2 tahun yang lalu
Nurulfalah.org – ”Dan berikanlah kepada anak-anak yatim (yang sudah baligh) harta mereka, jangan kamu menukar yang baik dengan yang buruk dan jangan kamu makan harta mereka bersama hartamu. Sesungguhnya tindakan-tindakan (menukar dan memakan) itu adalah dosa yang besar” (QS An-Nisa’ [4]: 2).
Kisah ini memberikan keteladanan kepada kaum muslimin tentang rasa cinta Rasulullah SAW kepada anak-anak yatim.
Ketika Ja’far bin Abu Thalib terbunuh dalam peperangan Mut’ah, Nabi Muhammad SAW sangat sedih. Beliau segera datang ke rumah Ja’far dan menjumpai istrinya, Asma bin Umais, yang sedang membuat roti, memandikan anak-anak, dan memakaikan bajunya.
Asma menuturkan, ”Ketika Rasulullah SAW menemui kami, aku mendapatkan wajah beliau sangat sedih. Maka timbullah perasaan takut pada diriku, akan tetapi aku tidak berani untuk menanyakannya. Kemudian beliau bersabda, “Suruhlah anak-anak Ja’far kemari. Aku akan mendoakannya,” maka bergegaslah mereka mendekat kepada Rasulullah SAW dan bercengkerama dengan beliau. Rasulullah merangkul mereka, mencium, serta berlinang air matanya. Maka aku berkata, “Wahai Rasulullah , apa yang menjadikan engkau menangis? Apakah ada sesuatu yang menimpa Ja’far?”
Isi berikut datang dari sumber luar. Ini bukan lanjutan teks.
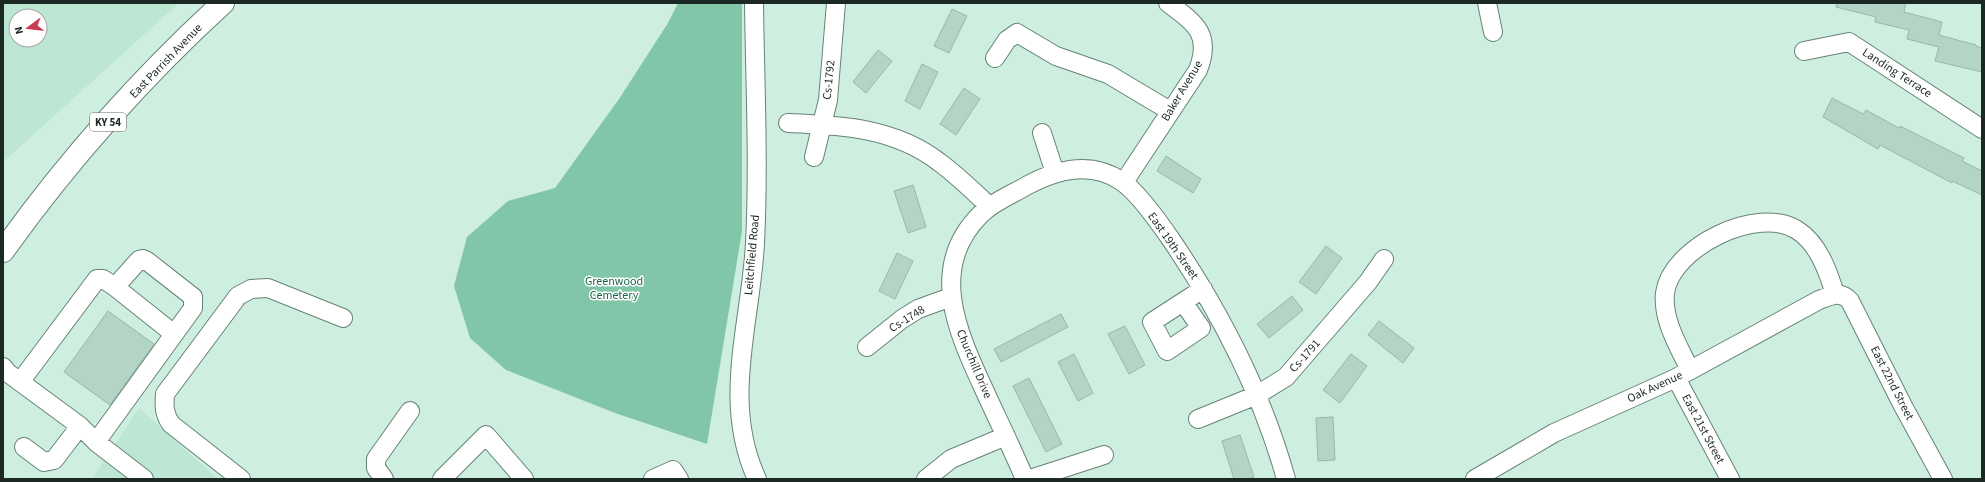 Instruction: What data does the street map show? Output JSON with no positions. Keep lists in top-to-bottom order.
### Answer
{
  "streets": {
    "main road": ["East Parrish Avenue", "KY 54"],
    "street": [
      "Landing Terrace",
      "Cs-1792",
      "Baker Avenue",
      "East 19th Street",
      "Leitchfield Road",
      "Cs-1748",
      "Cs-1791",
      "Churchill Drive",
      "East 22nd Street",
      "Oak Avenue",
      "East 21st Street"
    ]
  },
  "crossings": [
    ["Baker Avenue", "East 19th Street"],
    ["East 19th Street", "Cs-1791"],
    ["East 19th Street", "Churchill Drive"],
    ["Cs-1748", "Churchill Drive"],
    ["East 22nd Street", "Oak Avenue"],
    ["East 22nd Street", "East 21st Street"],
    ["Oak Avenue", "East 21st Street"]
  ],
  "parks": ["Greenwood Cemetery"],
  "north": "left"
} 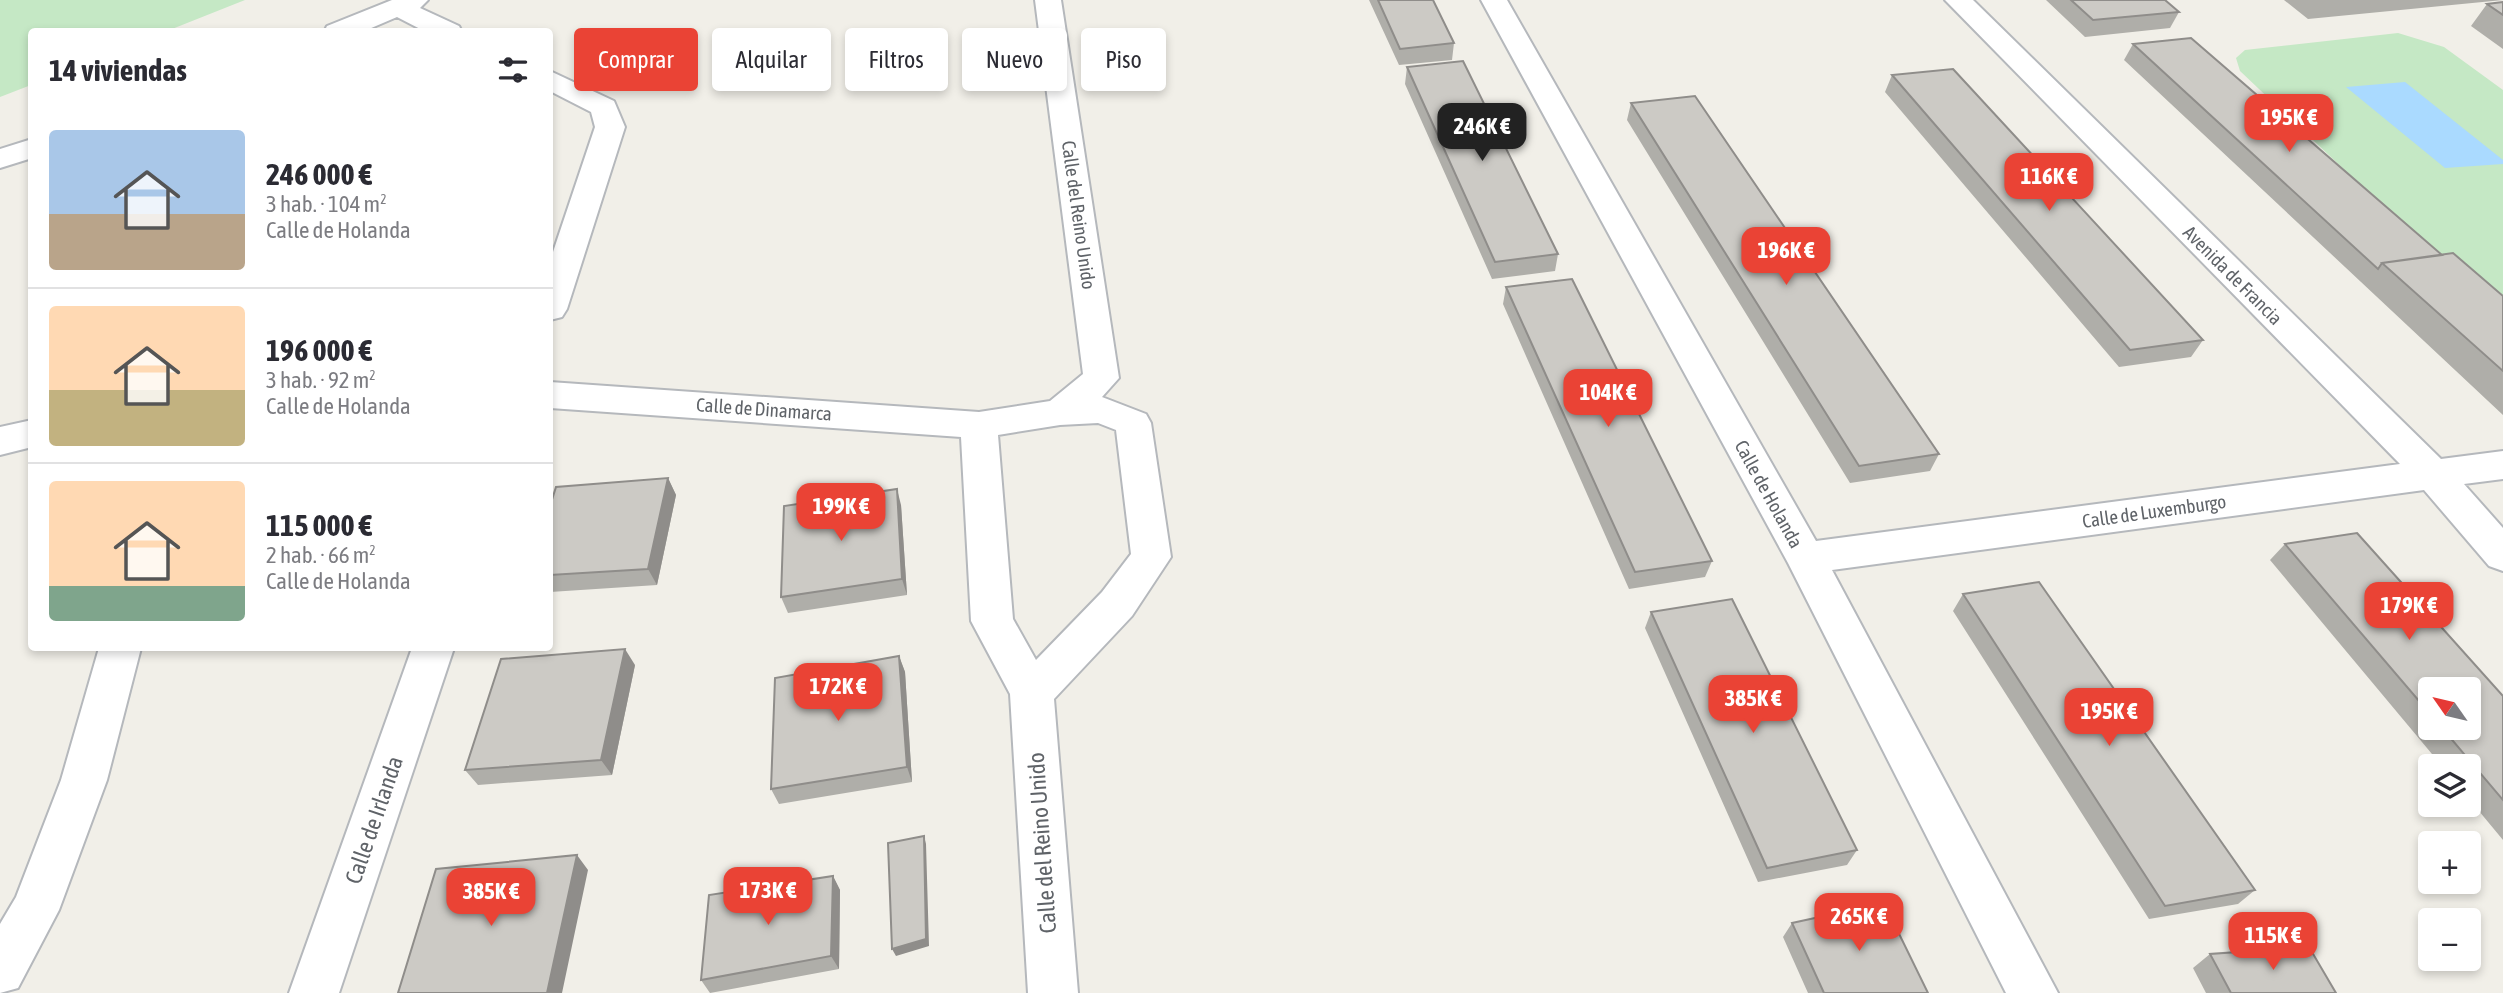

Beliau menjawab, “Ya, dia telah gugur sebagai syahid pada hari ini.” Sesaat hilanglah keceriaan yang terdapat pada wajah-wajah mereka tatkala mendengar tangisan ibunya.
Kemudian Nabi Muhammad SAW kembali kepada keluarganya dan beliau bersabda, “Janganlah kalian melupakan keluarga Ja’far, buatlah makanan untuk mereka karena sesungguhnya mereka sedang sibuk menghadapi musibah kematian Ja’far.”
Rasulullah SAW bersabda, “Aku dan orang yang menanggung anak yatim (kedudukannya) di surga seperti ini.” Kemudian beliau mengisyaratkan jari telunjuk dan jari tengah beliau serta agak merenggangkan keduanya (HR Bukhari).
Setangkup roti, meski remah-remahnya buat anak-anak yatim bermata teduh, adalah lilin di tengah kegelapan dan kemiskinan, tanpa seseorang yang menjadi sandaran hidupnya yang papa serta kelaparan senantiasa. Sungguh, Rasulullah SAW yang amat kita cintai telah mencontohkan kepada kita bahwa mengasuh dan merawat anak-anak yatim itu amat mulia dan ladang pahala tak bekeputusan kelak bagi kita.
Keutamaan yang bisa didapat dengan menyantuni anak yatim adalah memperoleh kedekatan dengan Rasulullah SAW di surga sedekat antara jari telunjuk dengan jari tengah. Selain itu, memelihara dengan baik anak-anak yatim akan melembutkan hati kita yang hakikatnya sekeras batu. Hati yang lembut akan membuat kita mengambil jarak dari kondisi yang melingkupi, menajamkan nurani dan pikiran, bahwa di sekitar kita banyak orang yang membutuhkan uluran tangan.
Keutamaan lainnya, tentu saja sebagaimana dijanjikan Rasulullah SAW bahwa kita akan memperoleh perlindungan dari Allah SWT pada saat tidak ada lagi perlindungan yang menenangkan di hari huru-hara kiamat. Menyatuni dan menyayangi anak-anak yatim, sebagaimana suri tauladan kita, Rasulullah SAW yang juga yatim-piatu sejak belia, lebih signifkan lagi mampu membuat kita tidak akan lagi menumpuk harta-benda demi kebahagiaan sendiri, yang sejatinya semu belaka.
Sifat kikir, tamak, dan serakah akan dengan sendirinya terkikis habis jika kita membangun solidaritas untuk mengasuh dan menyantuni anak-anak yatim. Tentu saja, masing-masing dari kita berbeda kemampuan dan penerimaannya. Sebisa mungikin, sekecil apa pun, meski hanya setangkup roti, hal itu sangat bermakna bagi kehidupan anak-anak yatim. Masa depan mereka harus kita selamatkan.
Sebab sesungguhnya, ketika lubang kubur kita diuruk dan sanak-saudara menunggui dengan menangis dan berdoa di rumah, kita telah menjadi yatim dan sebatang kara. InsyaAllah, kita dikuatkan di kuburan kita jika mampu menyayangi anak-anak yatim.